- [What this task involves]:
The expected answer holds every line from the first line of the data below through the line containing "position:absolute; right:12px; top:12px;", exactly as written, and no other line.

- [Listed records]:
*** Begin section ***

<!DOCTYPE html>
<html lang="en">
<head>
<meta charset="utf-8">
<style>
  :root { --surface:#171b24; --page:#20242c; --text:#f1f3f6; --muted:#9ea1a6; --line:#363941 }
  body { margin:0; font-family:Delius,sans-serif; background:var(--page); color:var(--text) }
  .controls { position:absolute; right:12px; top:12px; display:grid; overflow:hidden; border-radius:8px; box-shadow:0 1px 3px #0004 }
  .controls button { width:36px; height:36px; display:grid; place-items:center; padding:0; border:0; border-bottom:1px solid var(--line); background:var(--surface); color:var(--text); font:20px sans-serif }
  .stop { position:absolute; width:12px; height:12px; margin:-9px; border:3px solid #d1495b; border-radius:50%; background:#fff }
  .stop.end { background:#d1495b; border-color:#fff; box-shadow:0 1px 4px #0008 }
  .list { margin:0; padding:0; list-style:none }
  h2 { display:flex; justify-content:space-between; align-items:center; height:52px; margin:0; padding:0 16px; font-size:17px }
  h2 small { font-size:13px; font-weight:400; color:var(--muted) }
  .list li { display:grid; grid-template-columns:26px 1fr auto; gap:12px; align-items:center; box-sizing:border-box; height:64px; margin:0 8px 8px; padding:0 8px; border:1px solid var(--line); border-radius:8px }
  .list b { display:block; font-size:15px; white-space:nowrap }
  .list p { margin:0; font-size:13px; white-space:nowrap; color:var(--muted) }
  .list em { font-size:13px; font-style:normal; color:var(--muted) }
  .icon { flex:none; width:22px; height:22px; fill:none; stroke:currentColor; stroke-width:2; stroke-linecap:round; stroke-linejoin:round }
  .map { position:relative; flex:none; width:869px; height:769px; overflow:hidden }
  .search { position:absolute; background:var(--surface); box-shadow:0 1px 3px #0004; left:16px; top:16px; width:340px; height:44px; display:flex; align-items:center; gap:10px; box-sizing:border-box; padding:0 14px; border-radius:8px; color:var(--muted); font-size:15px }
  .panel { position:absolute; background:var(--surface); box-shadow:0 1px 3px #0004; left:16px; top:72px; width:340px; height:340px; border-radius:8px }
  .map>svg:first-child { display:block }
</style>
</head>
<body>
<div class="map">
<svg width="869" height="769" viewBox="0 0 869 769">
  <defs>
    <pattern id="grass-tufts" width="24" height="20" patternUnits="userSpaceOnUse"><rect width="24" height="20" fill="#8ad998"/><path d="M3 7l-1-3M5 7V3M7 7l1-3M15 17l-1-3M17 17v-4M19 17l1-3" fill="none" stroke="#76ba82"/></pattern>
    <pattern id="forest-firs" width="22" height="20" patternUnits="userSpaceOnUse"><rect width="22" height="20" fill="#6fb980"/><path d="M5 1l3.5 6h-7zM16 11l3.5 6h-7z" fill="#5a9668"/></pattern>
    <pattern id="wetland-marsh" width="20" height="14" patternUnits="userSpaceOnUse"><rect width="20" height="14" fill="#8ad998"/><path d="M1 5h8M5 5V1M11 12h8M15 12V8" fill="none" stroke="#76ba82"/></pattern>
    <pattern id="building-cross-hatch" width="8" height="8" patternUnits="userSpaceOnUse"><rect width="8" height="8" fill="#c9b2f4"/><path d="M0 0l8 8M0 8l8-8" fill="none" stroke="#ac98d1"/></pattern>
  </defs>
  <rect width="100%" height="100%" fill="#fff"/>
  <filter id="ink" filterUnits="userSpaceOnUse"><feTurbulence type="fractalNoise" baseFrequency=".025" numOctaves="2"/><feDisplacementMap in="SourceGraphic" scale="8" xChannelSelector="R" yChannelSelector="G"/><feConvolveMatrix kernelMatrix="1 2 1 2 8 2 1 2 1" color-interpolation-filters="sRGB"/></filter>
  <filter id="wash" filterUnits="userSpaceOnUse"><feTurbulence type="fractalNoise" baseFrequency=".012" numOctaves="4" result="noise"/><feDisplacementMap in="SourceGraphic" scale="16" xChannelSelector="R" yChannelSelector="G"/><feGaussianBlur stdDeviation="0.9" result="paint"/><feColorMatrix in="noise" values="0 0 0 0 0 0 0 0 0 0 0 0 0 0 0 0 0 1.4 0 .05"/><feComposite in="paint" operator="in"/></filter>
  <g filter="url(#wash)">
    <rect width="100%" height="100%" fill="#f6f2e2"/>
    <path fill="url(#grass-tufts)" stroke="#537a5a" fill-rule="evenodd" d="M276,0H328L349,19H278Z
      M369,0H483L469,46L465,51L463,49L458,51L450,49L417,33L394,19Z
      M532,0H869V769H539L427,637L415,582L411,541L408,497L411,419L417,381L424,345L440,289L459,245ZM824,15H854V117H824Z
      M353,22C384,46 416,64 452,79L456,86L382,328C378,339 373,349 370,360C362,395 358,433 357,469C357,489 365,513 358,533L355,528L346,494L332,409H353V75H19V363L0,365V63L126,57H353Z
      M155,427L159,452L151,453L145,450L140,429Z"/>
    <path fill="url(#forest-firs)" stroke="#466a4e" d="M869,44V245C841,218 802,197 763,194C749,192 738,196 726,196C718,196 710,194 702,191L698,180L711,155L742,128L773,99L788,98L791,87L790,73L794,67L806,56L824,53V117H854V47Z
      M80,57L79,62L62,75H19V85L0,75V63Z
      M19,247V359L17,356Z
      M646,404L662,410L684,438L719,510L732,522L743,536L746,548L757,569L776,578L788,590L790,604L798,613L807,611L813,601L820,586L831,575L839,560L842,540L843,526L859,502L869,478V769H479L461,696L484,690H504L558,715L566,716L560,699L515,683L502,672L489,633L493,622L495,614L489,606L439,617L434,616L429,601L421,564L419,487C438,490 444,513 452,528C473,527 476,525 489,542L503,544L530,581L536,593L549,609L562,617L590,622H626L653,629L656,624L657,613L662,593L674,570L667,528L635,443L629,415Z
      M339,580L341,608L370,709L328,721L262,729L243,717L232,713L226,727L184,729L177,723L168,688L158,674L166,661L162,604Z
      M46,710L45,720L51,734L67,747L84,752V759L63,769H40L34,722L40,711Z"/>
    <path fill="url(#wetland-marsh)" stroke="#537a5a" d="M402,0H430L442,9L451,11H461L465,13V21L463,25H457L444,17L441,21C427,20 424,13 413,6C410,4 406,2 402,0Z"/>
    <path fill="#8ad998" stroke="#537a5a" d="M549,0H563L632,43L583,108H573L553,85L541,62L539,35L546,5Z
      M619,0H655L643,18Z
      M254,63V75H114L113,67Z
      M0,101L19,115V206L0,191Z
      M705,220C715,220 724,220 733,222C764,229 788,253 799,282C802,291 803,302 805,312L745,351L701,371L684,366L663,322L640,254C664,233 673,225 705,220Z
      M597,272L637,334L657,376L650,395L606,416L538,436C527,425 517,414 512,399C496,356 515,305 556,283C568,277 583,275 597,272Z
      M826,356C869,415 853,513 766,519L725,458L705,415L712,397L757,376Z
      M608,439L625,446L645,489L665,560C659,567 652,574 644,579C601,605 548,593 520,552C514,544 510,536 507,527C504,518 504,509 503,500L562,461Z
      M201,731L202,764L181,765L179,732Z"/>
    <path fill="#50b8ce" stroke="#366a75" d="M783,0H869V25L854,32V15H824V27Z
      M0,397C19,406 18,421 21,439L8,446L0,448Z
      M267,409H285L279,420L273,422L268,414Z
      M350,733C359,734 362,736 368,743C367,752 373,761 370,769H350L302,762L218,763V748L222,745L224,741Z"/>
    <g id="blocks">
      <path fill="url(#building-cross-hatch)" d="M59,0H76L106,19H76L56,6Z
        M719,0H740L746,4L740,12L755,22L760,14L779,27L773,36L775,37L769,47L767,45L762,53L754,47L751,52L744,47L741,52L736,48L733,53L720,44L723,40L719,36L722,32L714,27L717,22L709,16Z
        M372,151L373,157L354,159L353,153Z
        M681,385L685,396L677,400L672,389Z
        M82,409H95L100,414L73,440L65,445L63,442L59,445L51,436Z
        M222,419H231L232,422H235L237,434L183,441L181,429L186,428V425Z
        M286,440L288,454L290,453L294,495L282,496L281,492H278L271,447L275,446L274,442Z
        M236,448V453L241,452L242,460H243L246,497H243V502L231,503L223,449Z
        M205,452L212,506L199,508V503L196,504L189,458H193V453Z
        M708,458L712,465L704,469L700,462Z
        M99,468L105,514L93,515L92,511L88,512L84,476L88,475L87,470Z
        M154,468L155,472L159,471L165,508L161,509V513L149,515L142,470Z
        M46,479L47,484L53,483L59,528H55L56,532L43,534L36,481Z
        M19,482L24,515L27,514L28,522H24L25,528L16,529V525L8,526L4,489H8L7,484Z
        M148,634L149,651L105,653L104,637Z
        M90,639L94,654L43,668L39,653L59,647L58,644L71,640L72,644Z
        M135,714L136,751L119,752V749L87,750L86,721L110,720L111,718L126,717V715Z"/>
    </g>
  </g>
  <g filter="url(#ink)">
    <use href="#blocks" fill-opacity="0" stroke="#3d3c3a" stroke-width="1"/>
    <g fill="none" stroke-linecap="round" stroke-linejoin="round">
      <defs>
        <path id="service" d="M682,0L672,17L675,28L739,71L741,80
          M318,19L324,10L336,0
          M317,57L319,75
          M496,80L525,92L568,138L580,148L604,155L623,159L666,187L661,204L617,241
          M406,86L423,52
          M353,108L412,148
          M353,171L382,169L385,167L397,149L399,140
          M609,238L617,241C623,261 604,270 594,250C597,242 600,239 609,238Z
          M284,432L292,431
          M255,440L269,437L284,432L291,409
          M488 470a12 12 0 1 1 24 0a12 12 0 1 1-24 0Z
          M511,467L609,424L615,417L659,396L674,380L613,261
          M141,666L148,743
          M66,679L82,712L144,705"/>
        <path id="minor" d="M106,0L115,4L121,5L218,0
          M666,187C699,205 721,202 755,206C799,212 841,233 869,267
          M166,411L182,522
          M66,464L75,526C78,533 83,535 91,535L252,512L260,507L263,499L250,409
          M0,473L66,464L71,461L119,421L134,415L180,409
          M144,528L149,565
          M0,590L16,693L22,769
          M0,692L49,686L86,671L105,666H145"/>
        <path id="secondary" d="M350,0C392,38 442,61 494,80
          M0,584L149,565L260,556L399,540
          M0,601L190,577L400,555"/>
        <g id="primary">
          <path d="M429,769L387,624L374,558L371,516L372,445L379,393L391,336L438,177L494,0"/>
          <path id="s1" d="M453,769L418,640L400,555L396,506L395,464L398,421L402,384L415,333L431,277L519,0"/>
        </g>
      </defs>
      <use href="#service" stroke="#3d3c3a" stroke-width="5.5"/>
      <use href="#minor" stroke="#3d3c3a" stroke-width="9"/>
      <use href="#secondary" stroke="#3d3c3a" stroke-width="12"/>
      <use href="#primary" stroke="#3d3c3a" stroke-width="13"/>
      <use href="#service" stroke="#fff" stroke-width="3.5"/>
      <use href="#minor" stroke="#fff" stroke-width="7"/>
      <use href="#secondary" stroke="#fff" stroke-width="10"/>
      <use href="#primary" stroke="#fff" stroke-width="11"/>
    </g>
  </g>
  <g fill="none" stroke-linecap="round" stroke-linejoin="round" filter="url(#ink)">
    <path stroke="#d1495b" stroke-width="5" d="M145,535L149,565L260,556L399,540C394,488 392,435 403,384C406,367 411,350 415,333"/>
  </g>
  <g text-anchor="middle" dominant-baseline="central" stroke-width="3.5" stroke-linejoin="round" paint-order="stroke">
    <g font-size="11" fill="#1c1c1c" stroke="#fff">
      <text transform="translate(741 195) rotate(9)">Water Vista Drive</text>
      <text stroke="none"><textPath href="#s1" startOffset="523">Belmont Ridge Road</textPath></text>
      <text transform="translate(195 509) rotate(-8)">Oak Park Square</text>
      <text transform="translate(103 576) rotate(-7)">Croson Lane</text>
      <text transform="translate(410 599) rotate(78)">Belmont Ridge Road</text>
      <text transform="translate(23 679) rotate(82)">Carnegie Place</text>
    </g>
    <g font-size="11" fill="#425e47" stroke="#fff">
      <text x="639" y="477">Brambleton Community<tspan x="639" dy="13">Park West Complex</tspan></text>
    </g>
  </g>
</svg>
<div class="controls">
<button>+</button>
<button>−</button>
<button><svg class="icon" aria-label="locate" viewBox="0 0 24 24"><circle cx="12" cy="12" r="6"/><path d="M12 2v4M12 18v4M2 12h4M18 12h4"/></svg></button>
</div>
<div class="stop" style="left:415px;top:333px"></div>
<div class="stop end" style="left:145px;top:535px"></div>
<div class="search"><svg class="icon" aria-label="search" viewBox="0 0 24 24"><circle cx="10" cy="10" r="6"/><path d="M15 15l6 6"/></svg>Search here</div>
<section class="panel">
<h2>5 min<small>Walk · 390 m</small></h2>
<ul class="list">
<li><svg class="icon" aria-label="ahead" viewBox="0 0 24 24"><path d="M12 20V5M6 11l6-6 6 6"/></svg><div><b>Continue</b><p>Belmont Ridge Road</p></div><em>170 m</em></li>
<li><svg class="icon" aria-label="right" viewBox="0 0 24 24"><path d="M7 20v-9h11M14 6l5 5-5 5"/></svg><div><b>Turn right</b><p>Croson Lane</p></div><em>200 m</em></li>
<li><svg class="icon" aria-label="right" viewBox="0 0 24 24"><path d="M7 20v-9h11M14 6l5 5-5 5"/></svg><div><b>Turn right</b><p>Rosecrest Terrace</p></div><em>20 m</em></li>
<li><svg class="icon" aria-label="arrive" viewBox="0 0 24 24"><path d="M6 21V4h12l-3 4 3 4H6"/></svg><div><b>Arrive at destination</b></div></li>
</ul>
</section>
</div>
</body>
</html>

*** End section ***

- [Solution to this task]:
<!DOCTYPE html>
<html lang="en">
<head>
<meta charset="utf-8">
<style>
  :root { --surface:#171b24; --page:#20242c; --text:#f1f3f6; --muted:#9ea1a6; --line:#363941 }
  body { margin:0; font-family:Delius,sans-serif; background:var(--page); color:var(--text) }
  .controls { position:absolute; right:12px; top:12px; display:grid; overflow:hidden; border-radius:8px; box-shadow:0 1px 3px #0004 }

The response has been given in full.